• [Exercise]:
How many separate lines of the data contain "strong"? Give the count and nothing else.

• [Information shown]:

□ □ □

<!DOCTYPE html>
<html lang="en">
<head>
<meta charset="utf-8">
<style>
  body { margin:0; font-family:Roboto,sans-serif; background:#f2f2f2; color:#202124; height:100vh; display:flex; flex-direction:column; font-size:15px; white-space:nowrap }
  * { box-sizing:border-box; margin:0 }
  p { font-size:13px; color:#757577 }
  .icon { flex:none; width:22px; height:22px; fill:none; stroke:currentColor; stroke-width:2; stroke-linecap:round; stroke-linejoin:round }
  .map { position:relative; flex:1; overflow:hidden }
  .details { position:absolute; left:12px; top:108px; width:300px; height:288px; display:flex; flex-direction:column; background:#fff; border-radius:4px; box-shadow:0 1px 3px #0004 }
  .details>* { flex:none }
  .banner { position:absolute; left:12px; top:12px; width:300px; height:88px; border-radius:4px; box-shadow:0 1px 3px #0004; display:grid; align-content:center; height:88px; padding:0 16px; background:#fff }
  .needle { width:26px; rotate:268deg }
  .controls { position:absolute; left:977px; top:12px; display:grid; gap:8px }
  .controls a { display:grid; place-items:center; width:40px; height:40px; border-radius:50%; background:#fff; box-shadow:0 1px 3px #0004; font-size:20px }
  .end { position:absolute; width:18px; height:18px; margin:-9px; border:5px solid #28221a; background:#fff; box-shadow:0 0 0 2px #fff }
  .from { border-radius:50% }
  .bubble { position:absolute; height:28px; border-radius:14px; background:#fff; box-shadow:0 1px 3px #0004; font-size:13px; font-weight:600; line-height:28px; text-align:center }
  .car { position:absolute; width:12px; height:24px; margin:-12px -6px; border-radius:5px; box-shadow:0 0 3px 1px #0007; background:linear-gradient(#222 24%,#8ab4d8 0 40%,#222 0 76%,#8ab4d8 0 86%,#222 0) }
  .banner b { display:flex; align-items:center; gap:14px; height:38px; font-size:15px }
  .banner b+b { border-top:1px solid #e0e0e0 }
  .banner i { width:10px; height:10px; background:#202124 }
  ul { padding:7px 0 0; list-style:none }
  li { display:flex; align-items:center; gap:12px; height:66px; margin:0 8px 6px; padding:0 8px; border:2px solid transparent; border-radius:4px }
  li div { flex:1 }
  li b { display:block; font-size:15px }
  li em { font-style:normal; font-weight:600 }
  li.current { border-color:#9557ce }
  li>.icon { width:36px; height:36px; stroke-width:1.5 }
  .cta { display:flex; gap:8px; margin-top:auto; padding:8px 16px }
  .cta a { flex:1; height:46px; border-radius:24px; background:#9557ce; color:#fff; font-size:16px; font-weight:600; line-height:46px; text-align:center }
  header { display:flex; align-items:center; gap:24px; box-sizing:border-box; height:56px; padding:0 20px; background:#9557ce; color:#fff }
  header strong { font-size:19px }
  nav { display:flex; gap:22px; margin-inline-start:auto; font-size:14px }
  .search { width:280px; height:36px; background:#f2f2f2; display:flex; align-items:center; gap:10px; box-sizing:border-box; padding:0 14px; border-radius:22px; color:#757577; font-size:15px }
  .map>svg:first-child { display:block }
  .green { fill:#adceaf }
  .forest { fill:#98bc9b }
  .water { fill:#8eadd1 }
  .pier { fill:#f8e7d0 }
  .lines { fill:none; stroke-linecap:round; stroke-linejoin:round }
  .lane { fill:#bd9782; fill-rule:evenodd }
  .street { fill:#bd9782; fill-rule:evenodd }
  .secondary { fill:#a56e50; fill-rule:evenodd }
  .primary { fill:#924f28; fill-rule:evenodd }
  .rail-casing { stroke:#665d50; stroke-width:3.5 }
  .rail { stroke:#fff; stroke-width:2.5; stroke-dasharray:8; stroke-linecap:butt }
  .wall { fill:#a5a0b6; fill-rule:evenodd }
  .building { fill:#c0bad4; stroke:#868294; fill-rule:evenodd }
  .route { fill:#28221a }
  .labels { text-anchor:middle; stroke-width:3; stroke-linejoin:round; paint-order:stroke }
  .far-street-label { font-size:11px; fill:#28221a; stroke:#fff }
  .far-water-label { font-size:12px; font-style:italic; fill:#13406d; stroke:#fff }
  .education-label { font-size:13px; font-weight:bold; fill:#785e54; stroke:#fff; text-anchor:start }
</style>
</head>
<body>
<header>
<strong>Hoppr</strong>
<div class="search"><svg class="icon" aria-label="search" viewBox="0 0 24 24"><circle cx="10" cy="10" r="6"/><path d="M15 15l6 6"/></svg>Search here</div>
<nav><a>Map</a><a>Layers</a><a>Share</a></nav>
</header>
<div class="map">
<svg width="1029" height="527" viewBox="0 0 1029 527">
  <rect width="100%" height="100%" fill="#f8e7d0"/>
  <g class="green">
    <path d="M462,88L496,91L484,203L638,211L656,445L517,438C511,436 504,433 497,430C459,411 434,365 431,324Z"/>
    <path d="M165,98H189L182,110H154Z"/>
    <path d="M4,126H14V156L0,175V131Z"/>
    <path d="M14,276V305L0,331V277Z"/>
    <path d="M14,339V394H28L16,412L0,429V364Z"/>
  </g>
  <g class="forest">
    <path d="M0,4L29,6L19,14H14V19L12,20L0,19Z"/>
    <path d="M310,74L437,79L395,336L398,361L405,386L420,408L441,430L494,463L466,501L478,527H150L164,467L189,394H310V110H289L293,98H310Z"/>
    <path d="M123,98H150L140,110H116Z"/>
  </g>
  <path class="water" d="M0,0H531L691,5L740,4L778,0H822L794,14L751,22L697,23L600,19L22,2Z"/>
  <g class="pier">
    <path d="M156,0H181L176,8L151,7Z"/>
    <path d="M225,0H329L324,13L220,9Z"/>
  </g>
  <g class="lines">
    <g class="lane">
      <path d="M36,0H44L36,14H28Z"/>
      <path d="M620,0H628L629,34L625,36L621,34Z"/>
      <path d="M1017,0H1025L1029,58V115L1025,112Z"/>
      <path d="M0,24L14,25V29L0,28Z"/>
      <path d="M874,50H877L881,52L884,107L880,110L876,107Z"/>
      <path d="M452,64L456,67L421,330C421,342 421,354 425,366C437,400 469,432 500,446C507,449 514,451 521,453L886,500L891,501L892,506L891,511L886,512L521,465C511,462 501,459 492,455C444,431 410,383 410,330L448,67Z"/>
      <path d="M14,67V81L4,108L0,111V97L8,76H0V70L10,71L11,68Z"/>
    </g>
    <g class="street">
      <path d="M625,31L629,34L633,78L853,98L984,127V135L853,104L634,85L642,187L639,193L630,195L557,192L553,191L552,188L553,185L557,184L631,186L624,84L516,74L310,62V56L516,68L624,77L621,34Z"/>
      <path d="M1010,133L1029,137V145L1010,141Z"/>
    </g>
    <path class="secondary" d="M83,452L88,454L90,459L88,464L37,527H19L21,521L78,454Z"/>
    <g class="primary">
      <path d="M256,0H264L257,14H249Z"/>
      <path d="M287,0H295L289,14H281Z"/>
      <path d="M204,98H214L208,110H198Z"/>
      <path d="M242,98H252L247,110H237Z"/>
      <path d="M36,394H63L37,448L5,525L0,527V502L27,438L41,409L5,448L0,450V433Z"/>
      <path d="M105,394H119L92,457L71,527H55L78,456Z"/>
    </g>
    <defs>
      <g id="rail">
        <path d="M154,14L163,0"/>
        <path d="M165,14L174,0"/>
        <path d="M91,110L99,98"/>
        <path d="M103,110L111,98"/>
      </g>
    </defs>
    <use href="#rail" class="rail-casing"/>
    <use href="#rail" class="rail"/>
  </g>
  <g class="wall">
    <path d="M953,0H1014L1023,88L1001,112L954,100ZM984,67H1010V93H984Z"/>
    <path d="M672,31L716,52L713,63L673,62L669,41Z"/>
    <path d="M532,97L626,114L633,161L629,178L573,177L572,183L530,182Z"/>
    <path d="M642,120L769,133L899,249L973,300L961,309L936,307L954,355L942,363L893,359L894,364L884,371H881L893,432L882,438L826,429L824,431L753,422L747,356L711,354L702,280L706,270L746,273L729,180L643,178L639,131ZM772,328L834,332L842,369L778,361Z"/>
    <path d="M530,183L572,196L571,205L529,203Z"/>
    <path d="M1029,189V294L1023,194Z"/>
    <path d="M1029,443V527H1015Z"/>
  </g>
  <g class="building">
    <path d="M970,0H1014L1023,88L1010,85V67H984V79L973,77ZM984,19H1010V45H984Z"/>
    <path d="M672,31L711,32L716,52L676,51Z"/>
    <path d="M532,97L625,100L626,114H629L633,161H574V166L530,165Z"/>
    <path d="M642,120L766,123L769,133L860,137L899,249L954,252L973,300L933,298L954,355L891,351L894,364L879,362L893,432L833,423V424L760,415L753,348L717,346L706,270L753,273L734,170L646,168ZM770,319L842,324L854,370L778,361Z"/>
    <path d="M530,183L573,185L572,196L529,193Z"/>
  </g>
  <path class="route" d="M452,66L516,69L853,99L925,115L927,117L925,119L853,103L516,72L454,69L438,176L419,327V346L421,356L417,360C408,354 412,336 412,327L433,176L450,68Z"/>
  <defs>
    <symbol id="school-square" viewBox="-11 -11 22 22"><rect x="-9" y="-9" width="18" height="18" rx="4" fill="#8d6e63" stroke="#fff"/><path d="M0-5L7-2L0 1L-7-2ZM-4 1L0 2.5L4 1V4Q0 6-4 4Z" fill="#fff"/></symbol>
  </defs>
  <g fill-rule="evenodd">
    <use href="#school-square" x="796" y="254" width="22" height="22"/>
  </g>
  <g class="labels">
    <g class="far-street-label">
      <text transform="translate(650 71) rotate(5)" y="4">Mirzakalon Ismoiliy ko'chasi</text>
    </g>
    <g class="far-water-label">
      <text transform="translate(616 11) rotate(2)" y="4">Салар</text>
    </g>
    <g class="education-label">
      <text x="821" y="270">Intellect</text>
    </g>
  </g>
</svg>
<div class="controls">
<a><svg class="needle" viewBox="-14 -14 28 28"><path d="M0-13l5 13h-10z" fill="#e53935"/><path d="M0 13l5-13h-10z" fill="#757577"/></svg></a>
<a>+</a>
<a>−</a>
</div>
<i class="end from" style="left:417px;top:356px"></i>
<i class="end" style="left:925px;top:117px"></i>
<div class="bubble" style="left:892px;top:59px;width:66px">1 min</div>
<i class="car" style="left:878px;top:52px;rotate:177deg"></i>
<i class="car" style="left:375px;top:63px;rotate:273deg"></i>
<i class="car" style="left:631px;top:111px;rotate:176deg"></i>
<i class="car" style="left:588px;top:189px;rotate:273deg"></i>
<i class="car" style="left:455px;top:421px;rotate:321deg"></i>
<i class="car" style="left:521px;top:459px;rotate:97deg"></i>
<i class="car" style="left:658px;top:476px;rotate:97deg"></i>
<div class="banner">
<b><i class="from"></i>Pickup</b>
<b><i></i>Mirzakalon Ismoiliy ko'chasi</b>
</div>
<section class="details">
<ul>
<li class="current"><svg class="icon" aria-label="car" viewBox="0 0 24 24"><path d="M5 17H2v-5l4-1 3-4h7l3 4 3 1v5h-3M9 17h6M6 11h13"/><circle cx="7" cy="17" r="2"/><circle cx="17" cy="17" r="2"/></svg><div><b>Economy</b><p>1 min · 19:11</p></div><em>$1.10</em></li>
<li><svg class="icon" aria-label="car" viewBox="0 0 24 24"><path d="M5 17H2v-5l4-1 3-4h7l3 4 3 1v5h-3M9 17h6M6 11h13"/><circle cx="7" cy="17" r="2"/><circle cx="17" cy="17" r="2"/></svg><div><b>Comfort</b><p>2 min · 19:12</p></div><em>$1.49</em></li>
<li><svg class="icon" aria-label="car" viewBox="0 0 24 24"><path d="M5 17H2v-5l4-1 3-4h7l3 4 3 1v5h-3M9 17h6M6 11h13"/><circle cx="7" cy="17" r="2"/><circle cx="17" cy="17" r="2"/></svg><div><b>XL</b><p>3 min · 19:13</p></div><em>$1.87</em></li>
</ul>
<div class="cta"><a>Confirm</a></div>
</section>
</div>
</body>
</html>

□ □ □

• [Solution]:
2